* **Stored entries**:
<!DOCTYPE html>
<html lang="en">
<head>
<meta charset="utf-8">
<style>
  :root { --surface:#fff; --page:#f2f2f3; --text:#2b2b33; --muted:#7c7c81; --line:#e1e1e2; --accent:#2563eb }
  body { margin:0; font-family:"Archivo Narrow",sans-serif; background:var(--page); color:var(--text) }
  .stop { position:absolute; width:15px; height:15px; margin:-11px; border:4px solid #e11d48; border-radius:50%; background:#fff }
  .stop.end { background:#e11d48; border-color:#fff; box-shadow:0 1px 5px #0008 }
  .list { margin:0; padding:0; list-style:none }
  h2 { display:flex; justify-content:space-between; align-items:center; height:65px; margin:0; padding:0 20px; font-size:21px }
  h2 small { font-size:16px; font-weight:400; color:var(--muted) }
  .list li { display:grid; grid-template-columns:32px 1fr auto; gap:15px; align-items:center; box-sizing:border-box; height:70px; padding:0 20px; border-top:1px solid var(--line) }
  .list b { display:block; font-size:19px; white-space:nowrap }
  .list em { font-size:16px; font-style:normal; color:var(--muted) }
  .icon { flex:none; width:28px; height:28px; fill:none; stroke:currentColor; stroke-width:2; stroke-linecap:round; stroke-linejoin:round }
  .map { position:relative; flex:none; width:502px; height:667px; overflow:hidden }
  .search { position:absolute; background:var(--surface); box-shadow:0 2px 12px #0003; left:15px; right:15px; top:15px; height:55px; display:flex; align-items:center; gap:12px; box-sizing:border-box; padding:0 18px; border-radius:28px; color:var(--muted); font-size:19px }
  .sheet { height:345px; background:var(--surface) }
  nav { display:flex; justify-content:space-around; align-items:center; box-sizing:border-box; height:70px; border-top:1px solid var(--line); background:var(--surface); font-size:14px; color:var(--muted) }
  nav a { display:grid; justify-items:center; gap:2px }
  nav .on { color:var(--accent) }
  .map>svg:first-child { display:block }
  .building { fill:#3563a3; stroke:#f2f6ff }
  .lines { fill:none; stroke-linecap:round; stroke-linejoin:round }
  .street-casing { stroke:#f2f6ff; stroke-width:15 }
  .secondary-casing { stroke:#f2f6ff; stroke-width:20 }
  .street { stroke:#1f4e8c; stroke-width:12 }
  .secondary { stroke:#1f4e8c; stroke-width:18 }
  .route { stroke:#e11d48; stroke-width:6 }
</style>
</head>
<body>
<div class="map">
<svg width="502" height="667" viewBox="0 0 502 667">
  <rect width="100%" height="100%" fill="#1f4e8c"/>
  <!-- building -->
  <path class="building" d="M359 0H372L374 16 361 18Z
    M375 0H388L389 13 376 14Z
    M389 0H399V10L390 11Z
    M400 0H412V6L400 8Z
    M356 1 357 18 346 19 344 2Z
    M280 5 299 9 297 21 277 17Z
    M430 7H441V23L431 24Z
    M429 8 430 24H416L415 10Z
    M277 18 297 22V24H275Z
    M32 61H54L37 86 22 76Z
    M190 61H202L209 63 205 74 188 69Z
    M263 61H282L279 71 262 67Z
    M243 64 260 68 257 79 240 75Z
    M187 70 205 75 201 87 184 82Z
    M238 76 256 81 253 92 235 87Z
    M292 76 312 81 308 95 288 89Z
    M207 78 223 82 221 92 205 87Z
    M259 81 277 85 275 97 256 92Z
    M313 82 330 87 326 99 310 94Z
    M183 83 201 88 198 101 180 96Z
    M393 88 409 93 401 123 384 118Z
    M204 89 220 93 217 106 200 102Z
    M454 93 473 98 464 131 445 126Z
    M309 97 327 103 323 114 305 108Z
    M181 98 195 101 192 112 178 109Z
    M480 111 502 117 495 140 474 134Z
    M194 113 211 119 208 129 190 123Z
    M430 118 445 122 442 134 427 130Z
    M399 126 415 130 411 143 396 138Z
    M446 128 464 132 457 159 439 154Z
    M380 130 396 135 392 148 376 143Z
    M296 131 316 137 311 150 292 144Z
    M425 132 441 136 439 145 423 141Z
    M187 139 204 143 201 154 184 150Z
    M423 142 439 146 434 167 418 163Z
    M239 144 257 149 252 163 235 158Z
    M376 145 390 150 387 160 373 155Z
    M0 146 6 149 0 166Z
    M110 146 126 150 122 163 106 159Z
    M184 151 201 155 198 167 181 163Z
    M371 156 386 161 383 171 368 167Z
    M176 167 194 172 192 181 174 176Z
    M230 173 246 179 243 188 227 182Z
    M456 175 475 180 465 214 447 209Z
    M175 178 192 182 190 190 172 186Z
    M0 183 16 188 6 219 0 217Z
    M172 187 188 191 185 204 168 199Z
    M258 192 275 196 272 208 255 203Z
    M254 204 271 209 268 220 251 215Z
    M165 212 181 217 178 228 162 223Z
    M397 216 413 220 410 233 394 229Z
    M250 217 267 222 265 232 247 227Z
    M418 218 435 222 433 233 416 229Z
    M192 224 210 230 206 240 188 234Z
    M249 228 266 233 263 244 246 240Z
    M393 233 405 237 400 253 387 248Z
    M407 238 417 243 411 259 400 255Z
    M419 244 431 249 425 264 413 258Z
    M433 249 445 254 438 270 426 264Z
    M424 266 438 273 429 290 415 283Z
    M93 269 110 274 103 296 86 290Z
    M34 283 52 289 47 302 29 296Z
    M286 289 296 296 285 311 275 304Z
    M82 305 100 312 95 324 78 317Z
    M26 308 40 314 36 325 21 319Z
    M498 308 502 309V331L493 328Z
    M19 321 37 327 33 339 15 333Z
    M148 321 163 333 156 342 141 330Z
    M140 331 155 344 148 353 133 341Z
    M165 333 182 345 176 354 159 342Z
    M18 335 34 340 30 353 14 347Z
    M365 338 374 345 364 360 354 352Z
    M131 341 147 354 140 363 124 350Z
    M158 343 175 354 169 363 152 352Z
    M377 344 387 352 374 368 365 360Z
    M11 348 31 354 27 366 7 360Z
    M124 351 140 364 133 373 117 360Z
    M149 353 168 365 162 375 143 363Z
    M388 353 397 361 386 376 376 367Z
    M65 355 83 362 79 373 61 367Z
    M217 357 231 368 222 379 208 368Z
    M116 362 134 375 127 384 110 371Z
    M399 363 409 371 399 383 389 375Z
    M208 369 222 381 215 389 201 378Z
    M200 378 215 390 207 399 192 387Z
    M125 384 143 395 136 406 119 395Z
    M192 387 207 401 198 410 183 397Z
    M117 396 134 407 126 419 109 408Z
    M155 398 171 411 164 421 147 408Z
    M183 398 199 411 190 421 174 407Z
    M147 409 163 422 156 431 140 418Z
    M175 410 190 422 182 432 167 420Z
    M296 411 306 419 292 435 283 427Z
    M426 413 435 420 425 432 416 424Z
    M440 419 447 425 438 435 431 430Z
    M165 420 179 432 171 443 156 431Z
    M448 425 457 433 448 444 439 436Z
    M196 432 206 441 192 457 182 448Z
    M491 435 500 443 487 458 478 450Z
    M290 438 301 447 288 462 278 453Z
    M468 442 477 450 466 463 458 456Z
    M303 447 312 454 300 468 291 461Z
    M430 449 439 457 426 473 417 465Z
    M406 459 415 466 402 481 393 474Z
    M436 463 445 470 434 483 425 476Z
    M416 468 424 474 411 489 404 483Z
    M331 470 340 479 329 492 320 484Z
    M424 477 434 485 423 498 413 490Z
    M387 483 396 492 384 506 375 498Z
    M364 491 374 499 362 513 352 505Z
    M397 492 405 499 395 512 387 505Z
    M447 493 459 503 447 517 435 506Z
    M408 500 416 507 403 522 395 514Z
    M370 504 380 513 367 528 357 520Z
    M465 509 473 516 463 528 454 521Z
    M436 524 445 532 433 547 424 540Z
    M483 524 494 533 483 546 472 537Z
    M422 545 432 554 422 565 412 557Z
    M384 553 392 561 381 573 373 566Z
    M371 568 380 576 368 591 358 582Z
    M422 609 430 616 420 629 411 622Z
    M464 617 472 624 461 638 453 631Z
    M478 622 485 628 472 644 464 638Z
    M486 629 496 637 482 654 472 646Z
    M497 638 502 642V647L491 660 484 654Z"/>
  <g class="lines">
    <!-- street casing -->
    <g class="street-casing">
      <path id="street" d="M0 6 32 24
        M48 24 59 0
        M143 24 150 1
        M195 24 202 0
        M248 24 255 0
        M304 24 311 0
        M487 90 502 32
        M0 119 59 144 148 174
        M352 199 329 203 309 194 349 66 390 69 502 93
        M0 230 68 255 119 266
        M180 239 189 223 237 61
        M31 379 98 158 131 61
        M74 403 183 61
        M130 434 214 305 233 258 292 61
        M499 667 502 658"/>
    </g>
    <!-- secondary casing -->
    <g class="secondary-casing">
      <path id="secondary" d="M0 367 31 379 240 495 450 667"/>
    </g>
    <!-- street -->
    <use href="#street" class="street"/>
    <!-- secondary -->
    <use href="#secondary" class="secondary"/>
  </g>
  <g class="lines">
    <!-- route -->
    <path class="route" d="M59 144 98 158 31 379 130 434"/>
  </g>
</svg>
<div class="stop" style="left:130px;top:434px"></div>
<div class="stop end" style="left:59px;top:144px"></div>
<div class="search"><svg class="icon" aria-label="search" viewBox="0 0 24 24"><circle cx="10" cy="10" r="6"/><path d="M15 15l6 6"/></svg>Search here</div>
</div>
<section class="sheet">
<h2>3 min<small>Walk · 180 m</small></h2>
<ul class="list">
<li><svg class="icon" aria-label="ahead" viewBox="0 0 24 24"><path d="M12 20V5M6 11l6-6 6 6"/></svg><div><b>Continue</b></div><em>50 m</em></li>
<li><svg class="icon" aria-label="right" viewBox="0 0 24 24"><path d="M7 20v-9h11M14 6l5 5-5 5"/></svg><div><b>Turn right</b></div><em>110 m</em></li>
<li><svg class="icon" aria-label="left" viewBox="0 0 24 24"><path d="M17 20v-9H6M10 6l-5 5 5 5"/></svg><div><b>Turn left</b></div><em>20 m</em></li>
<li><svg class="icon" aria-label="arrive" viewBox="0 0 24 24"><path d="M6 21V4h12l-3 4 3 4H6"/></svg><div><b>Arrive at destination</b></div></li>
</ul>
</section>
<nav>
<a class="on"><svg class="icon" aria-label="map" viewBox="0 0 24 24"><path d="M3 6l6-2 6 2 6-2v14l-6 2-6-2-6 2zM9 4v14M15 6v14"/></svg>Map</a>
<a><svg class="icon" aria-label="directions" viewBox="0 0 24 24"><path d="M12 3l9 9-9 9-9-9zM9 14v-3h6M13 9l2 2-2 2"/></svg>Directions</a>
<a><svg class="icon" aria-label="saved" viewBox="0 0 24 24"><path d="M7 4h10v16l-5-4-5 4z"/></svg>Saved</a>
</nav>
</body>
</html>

* **EXERCISE GOAL**: Beginning at the line above that contains "M192 387 207 401 198 410 183 397Z", return each line exactly through the line that contains "M180 239 189 223 237 61", and no others.

* **RESPONSE BELOW**:
    M192 387 207 401 198 410 183 397Z
    M117 396 134 407 126 419 109 408Z
    M155 398 171 411 164 421 147 408Z
    M183 398 199 411 190 421 174 407Z
    M147 409 163 422 156 431 140 418Z
    M175 410 190 422 182 432 167 420Z
    M296 411 306 419 292 435 283 427Z
    M426 413 435 420 425 432 416 424Z
    M440 419 447 425 438 435 431 430Z
    M165 420 179 432 171 443 156 431Z
    M448 425 457 433 448 444 439 436Z
    M196 432 206 441 192 457 182 448Z
    M491 435 500 443 487 458 478 450Z
    M290 438 301 447 288 462 278 453Z
    M468 442 477 450 466 463 458 456Z
    M303 447 312 454 300 468 291 461Z
    M430 449 439 457 426 473 417 465Z
    M406 459 415 466 402 481 393 474Z
    M436 463 445 470 434 483 425 476Z
    M416 468 424 474 411 489 404 483Z
    M331 470 340 479 329 492 320 484Z
    M424 477 434 485 423 498 413 490Z
    M387 483 396 492 384 506 375 498Z
    M364 491 374 499 362 513 352 505Z
    M397 492 405 499 395 512 387 505Z
    M447 493 459 503 447 517 435 506Z
    M408 500 416 507 403 522 395 514Z
    M370 504 380 513 367 528 357 520Z
    M465 509 473 516 463 528 454 521Z
    M436 524 445 532 433 547 424 540Z
    M483 524 494 533 483 546 472 537Z
    M422 545 432 554 422 565 412 557Z
    M384 553 392 561 381 573 373 566Z
    M371 568 380 576 368 591 358 582Z
    M422 609 430 616 420 629 411 622Z
    M464 617 472 624 461 638 453 631Z
    M478 622 485 628 472 644 464 638Z
    M486 629 496 637 482 654 472 646Z
    M497 638 502 642V647L491 660 484 654Z"/>
  <g class="lines">
    <!-- street casing -->
    <g class="street-casing">
      <path id="street" d="M0 6 32 24
        M48 24 59 0
        M143 24 150 1
        M195 24 202 0
        M248 24 255 0
        M304 24 311 0
        M487 90 502 32
        M0 119 59 144 148 174
        M352 199 329 203 309 194 349 66 390 69 502 93
        M0 230 68 255 119 266
        M180 239 189 223 237 61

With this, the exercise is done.